*Work to complete*. The lines to be copied are those below that contain "lists".

*Input*.
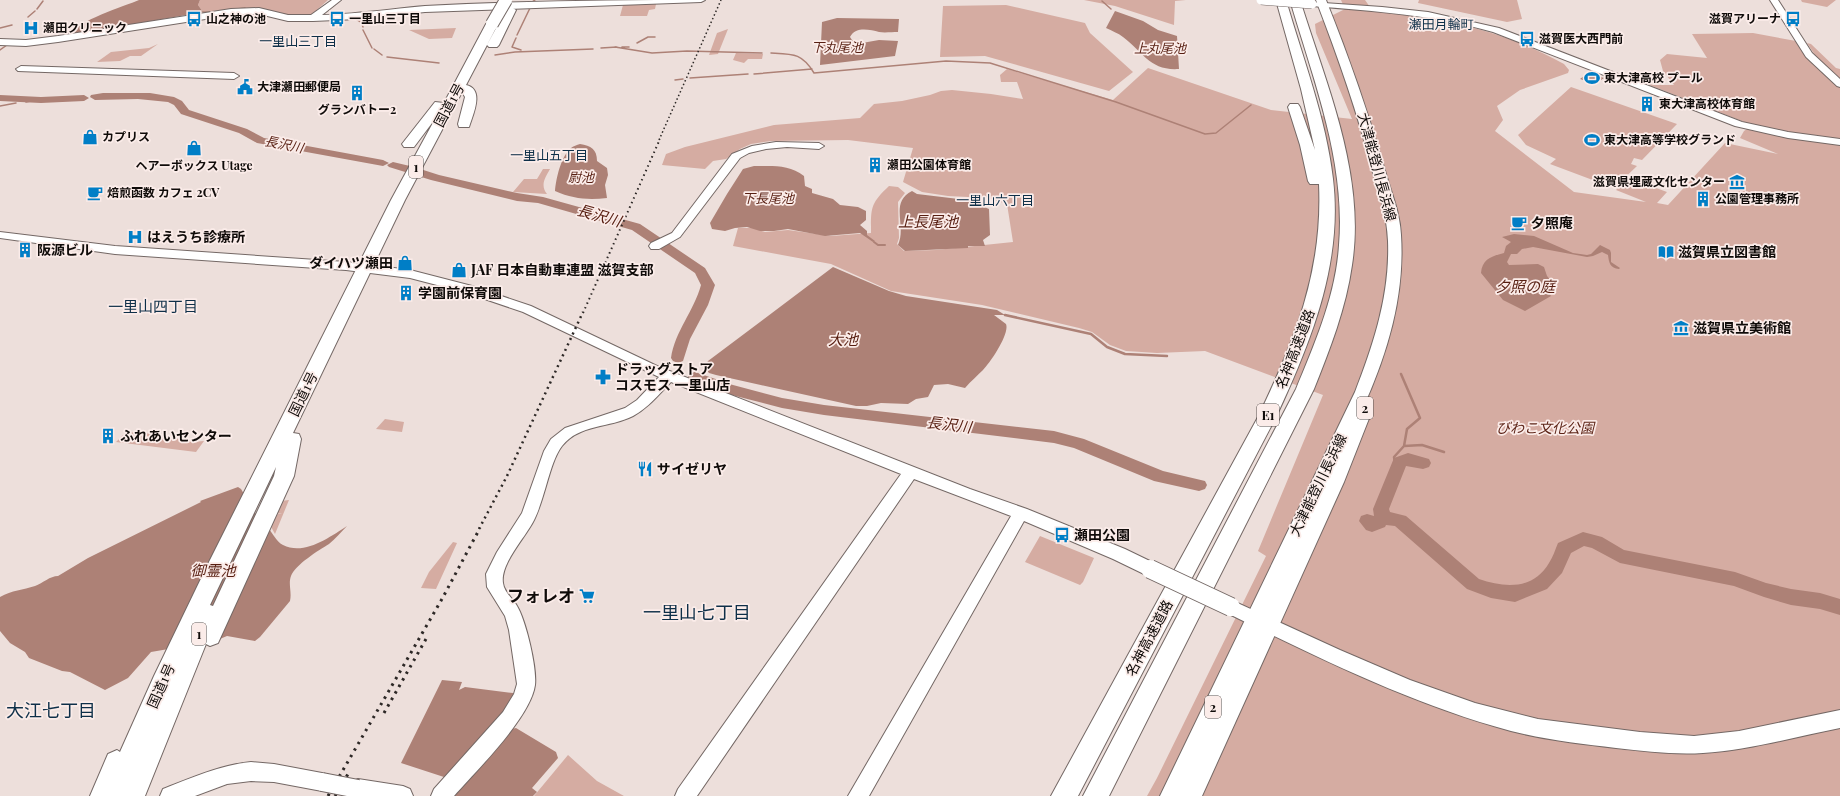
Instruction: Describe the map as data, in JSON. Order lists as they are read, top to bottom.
{
  "streets": {
    "highway": [
      "国道1号",
      "1",
      "名神高速道路",
      "E1"
    ],
    "main road": ["大津能登川長浜線", "2"]
  },
  "crossings": [
    ["大津能登川長浜線", "名神高速道路"]
  ],
  "districts": [
    "瀬田月輪町",
    "一里山三丁目",
    "一里山五丁目",
    "一里山六丁目",
    "一里山四丁目",
    "一里山七丁目",
    "大江七丁目"
  ],
  "water": [
    "下丸尾池",
    "上丸尾池",
    "長沢川",
    "尉池",
    "下長尾池",
    "上長尾池",
    "夕照の庭",
    "大池",
    "御霊池"
  ],
  "parks": ["びわこ文化公園"],
  "places": {
    "bus stop": [
      "山之神の池",
      "一里山三丁目",
      "滋賀アリーナ",
      "滋賀医大西門前",
      "瀬田公園"
    ],
    "hospital": ["瀬田クリニック", "はえうち診療所"],
    "sports": ["東大津高校 プール", "東大津高等学校グランド"],
    "public building": ["大津瀬田郵便局"],
    "building": [
      "グランバトー2",
      "東大津高校体育館",
      "瀬田公園体育館",
      "公園管理事務所",
      "阪源ビル",
      "学園前保育園",
      "ふれあいセンター"
    ],
    "shop": [
      "カプリス",
      "ヘアーボックス Utage",
      "ダイハツ瀬田",
      "JAF 日本自動車連盟 滋賀支部"
    ],
    "museum": ["滋賀県埋蔵文化センター", "滋賀県立美術館"],
    "cafe": ["焙煎函数 カフェ 2CV", "夕照庵"],
    "library": ["滋賀県立図書館"],
    "pharmacy": ["ドラッグストア コスモス 一里山店"],
    "restaurant": ["サイゼリヤ"],
    "supermarket": ["フォレオ"]
  }
}
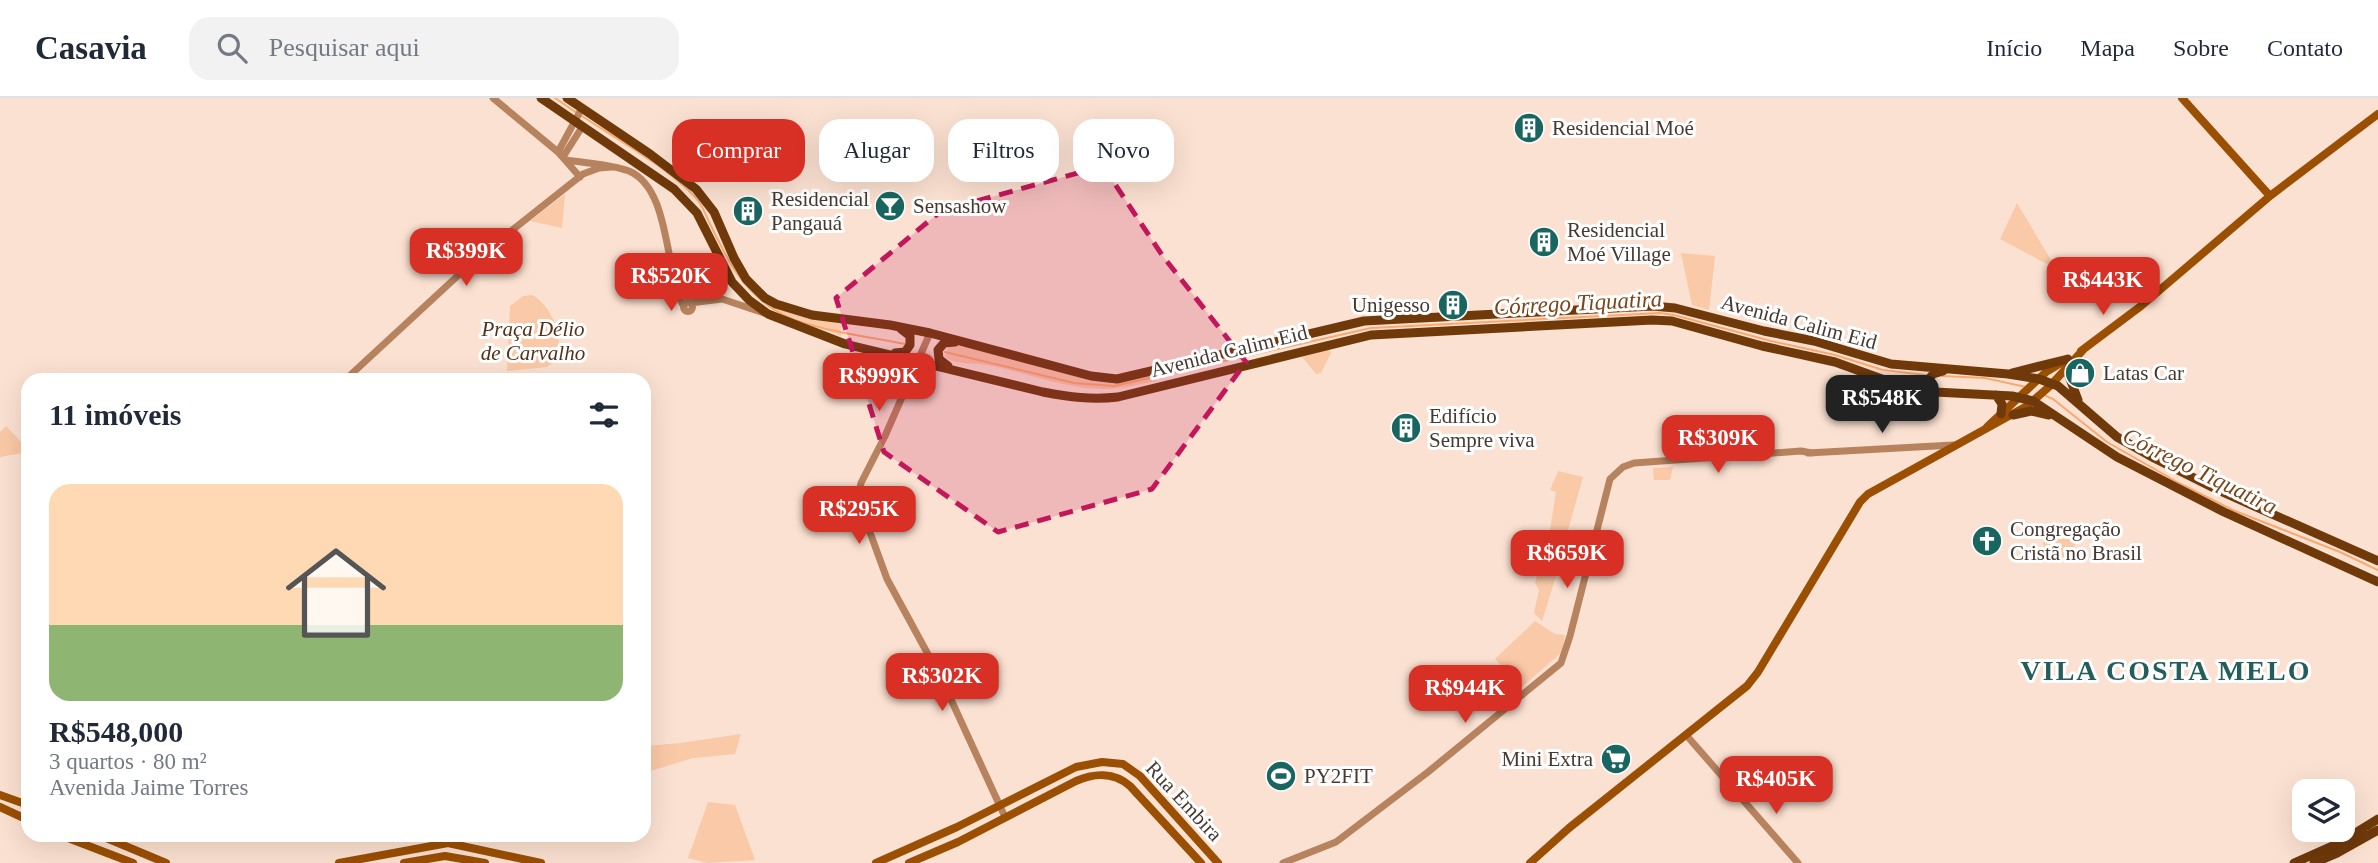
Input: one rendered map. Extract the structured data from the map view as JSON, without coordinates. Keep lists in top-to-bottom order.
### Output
{
  "streets": {
    "main road": ["Avenida Calim Eid", "Rua Embira"]
  },
  "districts": ["VILA COSTA MELO"],
  "water": ["Córrego Tiquatira"],
  "parks": ["Praça Délio de Carvalho"],
  "places": {
    "building": [
      "Residencial Moé",
      "Residencial Pangauá",
      "Residencial Moé Village",
      "Unigesso",
      "Edifício Sempre viva"
    ],
    "bar": ["Sensashow"],
    "shop": ["Latas Car"],
    "church": ["Congregação Cristã no Brasil"],
    "supermarket": ["Mini Extra"],
    "sports": ["PY2FIT"]
  },
  "page": {
    "header": "Casavia",
    "search": "Pesquisar aqui",
    "nav": [
      "Início",
      "Mapa",
      "Sobre",
      "Contato"
    ],
    "chip": [
      "Comprar",
      "Alugar",
      "Filtros",
      "Novo"
    ],
    "price": [
      "R$399K",
      "R$520K",
      "R$443K",
      "R$999K",
      "R$548K",
      "R$309K",
      "R$295K",
      "R$659K",
      "R$302K",
      "R$944K",
      "R$405K"
    ],
    "heading": "11 imóveis",
    "list": [
      {
        "name": "R$548,000",
        "note": "3 quartos · 80 m² · Avenida Jaime Torres"
      }
    ]
  }
}
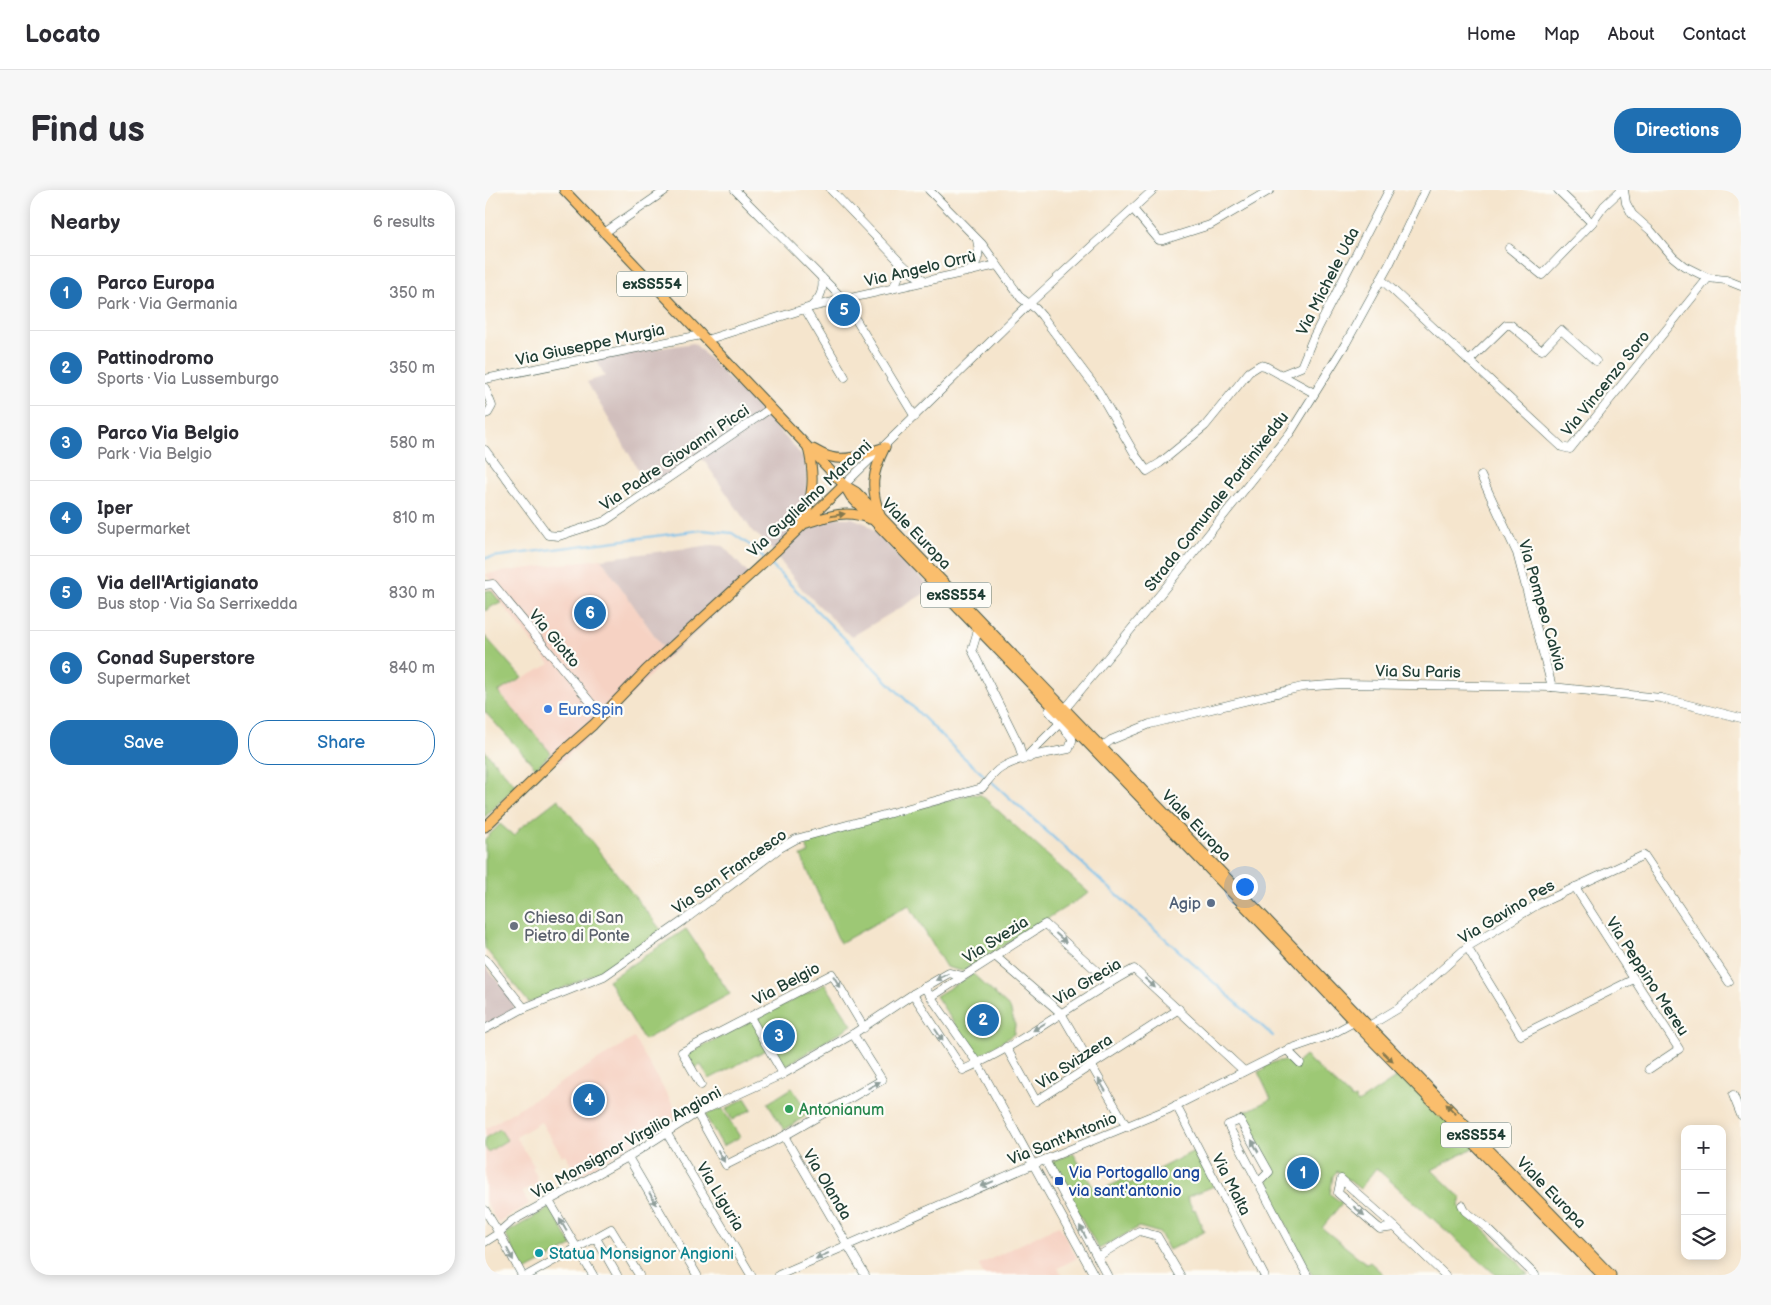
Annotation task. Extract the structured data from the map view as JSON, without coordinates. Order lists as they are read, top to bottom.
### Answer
{
  "streets": {
    "main road": ["exSS554", "Via Guglielmo Marconi", "Viale Europa"],
    "street": [
      "Via Angelo Orrù",
      "Via Michele Uda",
      "Via Giuseppe Murgia",
      "Via Vincenzo Soro",
      "Via Padre Giovanni Picci",
      "Strada Comunale Pardinixeddu",
      "Via Pompeo Calvia",
      "Via Giotto",
      "Via Su Paris",
      "Via San Francesco",
      "Via Gavino Pes",
      "Via Svezia",
      "Via Peppino Mereu",
      "Via Grecia",
      "Via Belgio",
      "Via Svizzera",
      "Via Sant'Antonio",
      "Via Monsignor Virgilio Angioni",
      "Via Olanda",
      "Via Malta",
      "Via Liguria"
    ]
  },
  "crossings": [
    ["Via Angelo Orrù", "Via Giuseppe Murgia"],
    ["Via Angelo Orrù", "Viale Europa"],
    ["Via Giuseppe Murgia", "Viale Europa"],
    ["Via Vincenzo Soro", "Strada Comunale Pardinixeddu"],
    ["Via Padre Giovanni Picci", "Viale Europa"],
    ["Via Guglielmo Marconi", "Viale Europa"],
    ["Via Guglielmo Marconi", "Via Giotto"],
    ["Strada Comunale Pardinixeddu", "Viale Europa"],
    ["Viale Europa", "Via Su Paris"],
    ["Viale Europa", "Via San Francesco"],
    ["Viale Europa", "Via Gavino Pes"],
    ["Viale Europa", "Via Sant'Antonio"],
    ["Via Pompeo Calvia", "Via Su Paris"],
    ["Via Gavino Pes", "Via Peppino Mereu"],
    ["Via Svezia", "Via Grecia"],
    ["Via Svezia", "Via Monsignor Virgilio Angioni"],
    ["Via Grecia", "Via Svizzera"],
    ["Via Grecia", "Via Sant'Antonio"],
    ["Via Belgio", "Via Monsignor Virgilio Angioni"],
    ["Via Sant'Antonio", "Via Olanda"],
    ["Via Sant'Antonio", "Via Malta"],
    ["Via Monsignor Virgilio Angioni", "Via Olanda"],
    ["Via Monsignor Virgilio Angioni", "Via Liguria"]
  ],
  "one_way": ["Via Sant'Antonio"],
  "places": {
    "other": [
      "EuroSpin",
      "Agip",
      "Chiesa di San Pietro di Ponte",
      "Antonianum",
      "Statua Monsignor Angioni"
    ],
    "transit": ["Via Portogallo ang via sant'antonio"]
  },
  "page": {
    "header": "Locato",
    "nav": [
      "Home",
      "Map",
      "About",
      "Contact"
    ],
    "buttons": [
      "Directions",
      ["Save", "Share"]
    ],
    "title": "Find us",
    "heading": ["Nearby", "6 results"],
    "list": [
      {
        "mark": "1",
        "name": "Parco Europa",
        "note": "Park · Via Germania",
        "value": "350 m"
      },
      {
        "mark": "2",
        "name": "Pattinodromo",
        "note": "Sports · Via Lussemburgo",
        "value": "350 m"
      },
      {
        "mark": "3",
        "name": "Parco Via Belgio",
        "note": "Park · Via Belgio",
        "value": "580 m"
      },
      {
        "mark": "4",
        "name": "Iper",
        "note": "Supermarket",
        "value": "810 m"
      },
      {
        "mark": "5",
        "name": "Via dell'Artigianato",
        "note": "Bus stop · Via Sa Serrixedda",
        "value": "830 m"
      },
      {
        "mark": "6",
        "name": "Conad Superstore",
        "note": "Supermarket",
        "value": "840 m"
      }
    ],
    "pins": [
      "5",
      "6",
      "2",
      "3",
      "4",
      "1"
    ],
    "map_buttons": ["+", "−"]
  }
}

*Reply to the task*.
Instruction: Describe the map as data, in JSON. Order lists as they are read, top to bottom.
Input: one rendered map. Extract the structured data from the map view as JSON, without coordinates. Keep lists in top-to-bottom order.
Annotation task. Extract the structured data from the map view as JSON, without coordinates. Order lists as they are read, top to bottom.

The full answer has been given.